Bashar Shuaib, 22, a leftist activist, said he believed leftists were more exposed to physical harm than other anti-Syrian individuals, because they were secular.
He voiced his concern over the lack of protection, which he said other anti-Syrian figures enjoyed because they belonged to opposition groups that represented powerful sects.
"But no one protects us and that's why we feel we're an easy target," he told Aljazeera.net.
"I think the (Syrian) Baath regime with its Lebanese machine has reached the level of zero tolerance"
Leader of the Democratic Left Movement
Lebanon's political system is based on a delicate and complex sectarian balance drawn up to please the sects, especially the Christian minority.
Beshara Charbel, editor-in-chief of al-Balad newspaper, agreed, saying that leftists are the "weak group" in Lebanon. "That's why reactions to assassinations targeting leftist figures are limited to an elite and there's no danger of having a huge outrage at this critical stage," he told Aljazeera.net.
Shuaib, Fakherddine and Charbel said they believed elected MP Elias Atallah, a leader from the Democratic Left, was on the list of assassinations.
Atallah was in charge of the protests in Martyrs' Square in the lead-up to the Syrian withdrawal from the country earlier this year.
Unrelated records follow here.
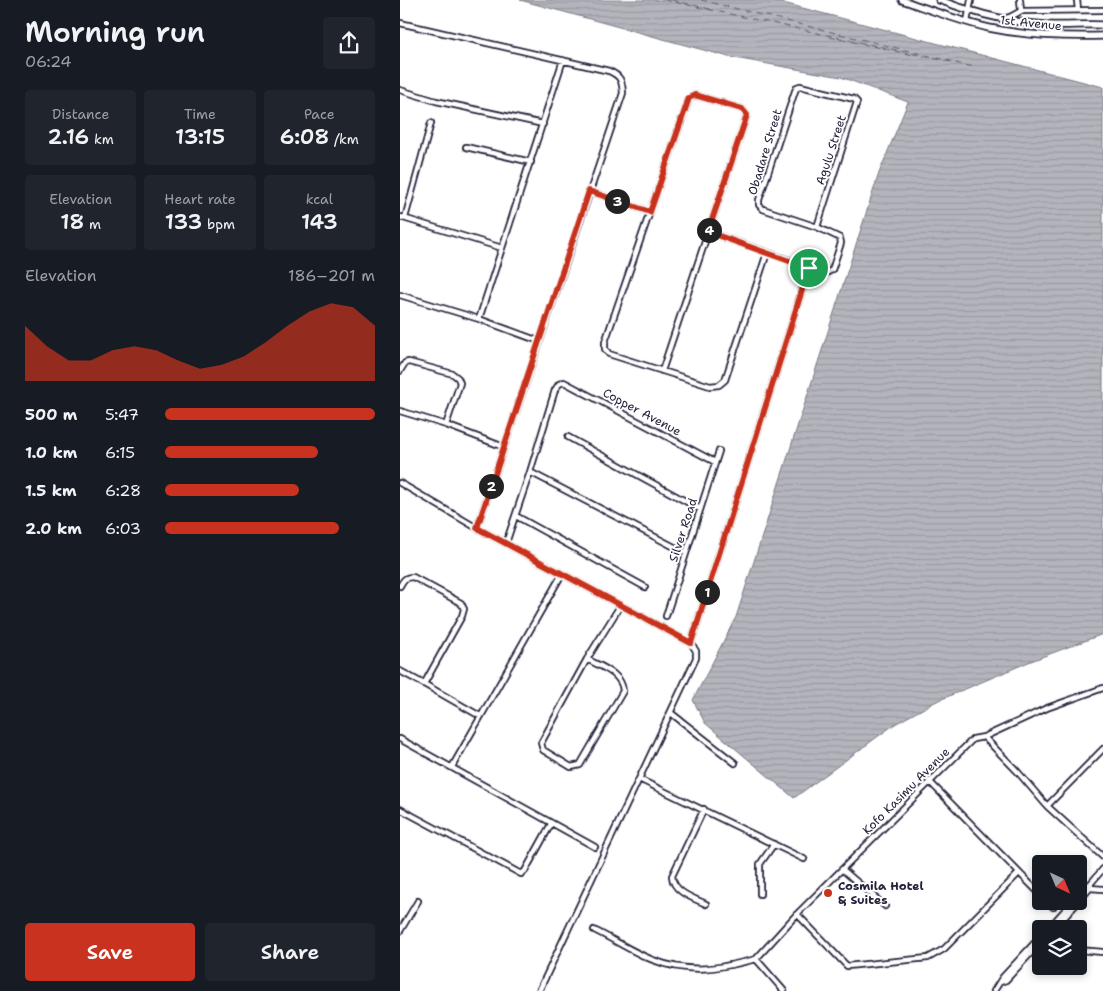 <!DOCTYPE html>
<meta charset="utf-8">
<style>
:root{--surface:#171b24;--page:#20242c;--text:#f1f3f6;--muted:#9ea1a6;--accent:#c8321e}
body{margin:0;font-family:"Shantell Sans",sans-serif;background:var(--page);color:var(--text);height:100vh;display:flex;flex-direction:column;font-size:19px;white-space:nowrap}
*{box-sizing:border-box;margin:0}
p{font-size:16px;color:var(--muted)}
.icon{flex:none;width:28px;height:28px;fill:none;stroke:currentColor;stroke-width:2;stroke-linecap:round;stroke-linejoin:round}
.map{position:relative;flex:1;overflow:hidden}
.details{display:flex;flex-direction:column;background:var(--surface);width:400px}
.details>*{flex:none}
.needle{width:32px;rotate:136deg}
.controls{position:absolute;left:632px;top:855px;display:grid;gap:10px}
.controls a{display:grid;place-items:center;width:55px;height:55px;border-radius:5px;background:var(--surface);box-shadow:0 2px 8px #0003;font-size:25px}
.pin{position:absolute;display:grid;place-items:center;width:42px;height:42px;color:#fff;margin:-21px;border:2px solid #fff;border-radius:50%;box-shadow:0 1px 5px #0007}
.km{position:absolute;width:25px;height:25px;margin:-12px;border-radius:50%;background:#222;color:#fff;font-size:14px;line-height:25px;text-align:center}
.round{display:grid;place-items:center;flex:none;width:52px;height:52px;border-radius:5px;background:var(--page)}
.headline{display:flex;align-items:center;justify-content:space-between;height:85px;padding:0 25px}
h1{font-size:28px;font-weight:600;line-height:38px}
.figures{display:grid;grid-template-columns:repeat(3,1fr);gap:8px;height:85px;padding:5px 25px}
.figures div{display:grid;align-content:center;border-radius:5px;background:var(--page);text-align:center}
.figures b{font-size:21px;font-weight:600}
.figures small{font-size:14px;font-weight:400}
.figures p{font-size:14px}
.chart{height:140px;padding:10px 25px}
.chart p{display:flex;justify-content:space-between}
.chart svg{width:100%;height:90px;margin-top:5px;fill:var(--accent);opacity:.7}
.cta{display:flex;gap:10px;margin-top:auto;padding:10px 25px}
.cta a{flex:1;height:58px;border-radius:5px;background:var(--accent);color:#fff;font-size:20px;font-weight:600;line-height:58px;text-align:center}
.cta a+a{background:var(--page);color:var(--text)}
ul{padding:0 25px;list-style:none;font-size:16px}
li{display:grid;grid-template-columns:80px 60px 1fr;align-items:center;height:38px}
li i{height:12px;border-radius:6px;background:var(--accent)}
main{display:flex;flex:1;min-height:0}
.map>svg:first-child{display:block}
</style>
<main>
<section class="details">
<div class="headline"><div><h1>Morning run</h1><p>06:24</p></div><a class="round"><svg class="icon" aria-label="share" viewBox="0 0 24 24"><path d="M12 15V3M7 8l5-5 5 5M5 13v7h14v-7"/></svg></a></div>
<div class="figures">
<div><p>Distance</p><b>2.16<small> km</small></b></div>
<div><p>Time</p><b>13:15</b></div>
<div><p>Pace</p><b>6:08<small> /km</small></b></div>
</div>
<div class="figures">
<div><p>Elevation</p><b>18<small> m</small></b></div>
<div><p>Heart rate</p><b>133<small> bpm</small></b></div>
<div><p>kcal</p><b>143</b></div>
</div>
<div class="chart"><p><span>Elevation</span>186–201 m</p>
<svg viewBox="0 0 160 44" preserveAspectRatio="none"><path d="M0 44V17L10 27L20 34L30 34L40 29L50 27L60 29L70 34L80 38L90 36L100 32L110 25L120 17L130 10L140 6L150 8L160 17V44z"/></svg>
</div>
<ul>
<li><b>500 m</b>5:47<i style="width:100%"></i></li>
<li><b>1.0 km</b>6:15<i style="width:73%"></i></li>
<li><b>1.5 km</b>6:28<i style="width:64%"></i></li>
<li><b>2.0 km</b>6:03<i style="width:83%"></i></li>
</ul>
<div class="cta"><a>Save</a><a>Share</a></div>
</section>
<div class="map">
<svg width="703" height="991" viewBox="0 0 703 991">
<defs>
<pattern id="water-rules" width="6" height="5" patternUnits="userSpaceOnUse" patternTransform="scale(1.25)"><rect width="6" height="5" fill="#b4b4bc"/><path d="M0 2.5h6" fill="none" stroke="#9a9aa2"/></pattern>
</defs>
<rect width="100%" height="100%" fill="#fff"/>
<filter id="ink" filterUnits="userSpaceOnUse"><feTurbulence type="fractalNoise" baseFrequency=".02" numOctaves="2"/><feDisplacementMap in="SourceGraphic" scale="10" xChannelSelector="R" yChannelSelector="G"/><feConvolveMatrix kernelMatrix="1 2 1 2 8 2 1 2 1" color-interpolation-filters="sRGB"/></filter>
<g filter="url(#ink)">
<path fill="url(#water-rules)" stroke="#7a7a88" d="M120 0H372L703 87V634L631 661 535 702 495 724 394 798 305 723 293 700 336 617 479 173 508 102 441 77 329 57Z"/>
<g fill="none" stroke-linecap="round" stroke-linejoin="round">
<path stroke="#5c5c6f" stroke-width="1" stroke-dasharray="6 5" stroke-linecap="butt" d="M265 0 574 67
M272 0 314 10
M301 0 558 63
M430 37 514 55"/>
<g stroke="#22223b" stroke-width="8">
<path id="minor" d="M620 0 621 11
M677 0 678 10
M604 19 612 16 621 11 703 10
M567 22 571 0
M0 23 209 71C221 76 222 81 223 93L77 528
M0 90 36 101 143 124
M66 147 131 162
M189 191 250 212
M0 217 102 248
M5 218 31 123
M308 232 426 273 432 270 441 243 440 238 417 227 363 209 359 205V200L395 91 397 87 400 86 454 99 457 102 417 227
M0 295 79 319 139 341
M79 319 163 60
M0 371 5 363 9 362 53 374 58 378 60 383 46 425
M262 371 347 115 342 109 295 95 289 99 205 342V349L209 354 310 386 319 385 325 380 367 253
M0 411 46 425 104 447
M168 437 300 509
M130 472 286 553
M0 483 77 528 291 643 296 651V658L139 991
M116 516 245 587
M106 543 130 472 155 390 159 384 164 382 315 462
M0 586C3 580 5 577 13 577L61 603 64 609 62 616 24 684 0 671
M266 616 319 451
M291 643 409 268
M187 659C201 667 222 673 223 691L180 765 171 767 143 750 141 743 187 659 220 606
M24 684 80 716
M271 713 335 763
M584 737 617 771 647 806 703 857
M0 739 195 847
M52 767 162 574
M239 779 404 859
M529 781 641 895
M647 806 703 749
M0 809 121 874 125 871 151 824
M304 809 272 876C273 892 293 898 306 904
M443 870 485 906
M688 887 690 888 703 889
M360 894V864L374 844
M679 894 691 883 703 869
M647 901 653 907
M679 901 690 888 691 883
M397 914 447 966 528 958 544 949 619 873
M648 929 673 901
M654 929 679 901
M194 930C213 939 234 953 253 960 290 974 318 969 356 959L384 991
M0 931 18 901
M679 950 703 952
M356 959 397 914 573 739 584 737 647 708 703 688
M600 982 606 980 641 942
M594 991 602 978 641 936"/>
</g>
<g stroke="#22223b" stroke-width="9">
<path id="major" d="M502 0C531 10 559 21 589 28 627 36 664 37 703 36
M539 0C574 13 611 23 648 25 667 26 685 24 703 25"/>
</g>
<use href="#minor" stroke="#fff" stroke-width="4.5"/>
<use href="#major" stroke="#fff" stroke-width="5.5"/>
</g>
</g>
<g fill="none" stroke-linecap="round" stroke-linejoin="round" filter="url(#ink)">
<g stroke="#fff" stroke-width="10">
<path id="route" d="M295 95 342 109 347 115 308 232 409 268 291 643 77 528 189 191 250 212 289 98Z"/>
</g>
<use href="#route" stroke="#c8321e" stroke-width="6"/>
</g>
<circle fill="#c8321e" stroke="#fff" stroke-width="2" cx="428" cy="893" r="5"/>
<g text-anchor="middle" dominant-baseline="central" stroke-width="4" stroke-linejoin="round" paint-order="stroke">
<g font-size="12" fill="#22223b" stroke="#fff">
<text transform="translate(631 23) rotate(6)">1st Avenue</text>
<text transform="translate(431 150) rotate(-72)">Agulu Street</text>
<text transform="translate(365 152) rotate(-73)">Obadare Street</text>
<text transform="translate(242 412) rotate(28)">Copper Avenue</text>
<text transform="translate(283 530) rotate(-72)">Silver Road</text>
<text transform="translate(506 791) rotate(-45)">Kofo Kasimu Avenue</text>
</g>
<g font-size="12" font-weight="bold" fill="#22223b" stroke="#fff" text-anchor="start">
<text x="438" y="886">Cosmila Hotel<tspan x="438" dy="14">&amp; Suites</tspan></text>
</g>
</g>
</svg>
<div class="controls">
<a><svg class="needle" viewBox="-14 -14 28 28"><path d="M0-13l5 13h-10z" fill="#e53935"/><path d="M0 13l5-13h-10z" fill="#9ea1a6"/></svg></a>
<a><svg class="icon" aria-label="layers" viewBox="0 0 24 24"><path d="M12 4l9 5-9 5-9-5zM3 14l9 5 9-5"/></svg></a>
</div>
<div class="pin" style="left:409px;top:268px;background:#1e9e55"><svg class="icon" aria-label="arrive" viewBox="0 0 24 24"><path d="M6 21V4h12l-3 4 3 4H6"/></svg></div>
<b class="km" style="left:307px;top:592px">1</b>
<b class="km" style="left:91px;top:486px">2</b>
<b class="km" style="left:217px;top:201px">3</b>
<b class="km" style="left:309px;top:230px">4</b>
</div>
</main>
He was the military commander of the National Resistance Front fighting Israeli occupation forces during the invasion of Beirut in 1982.
Atallah has repeatedly called for the immediate resignation of Lahoud.
But Syria has repeatedly issued statements denying any involvement in bomb attacks and assassinations that have struck Beirut in the past two months.
Syrian Expatriates Minister Buthaina Shaaban, who often speaks for the government, denied last week that Damascus had drawn up an assassination hit list in Lebanon.
"Syria never had a history of hit lists... I think they should look somewhere else unless they want to use this as a pretext to target Syria without finding any proof," she said.
"The killings in Lebanon are as much dangerous for Syria than they are for Lebanon and therefore it is impossible for Syria to contemplate such a thing," she told CNN, speaking in English.
The United States accused Syria of drawing up a list of Lebanese politicians for assassinations - a charge the Syrians vehemently denied.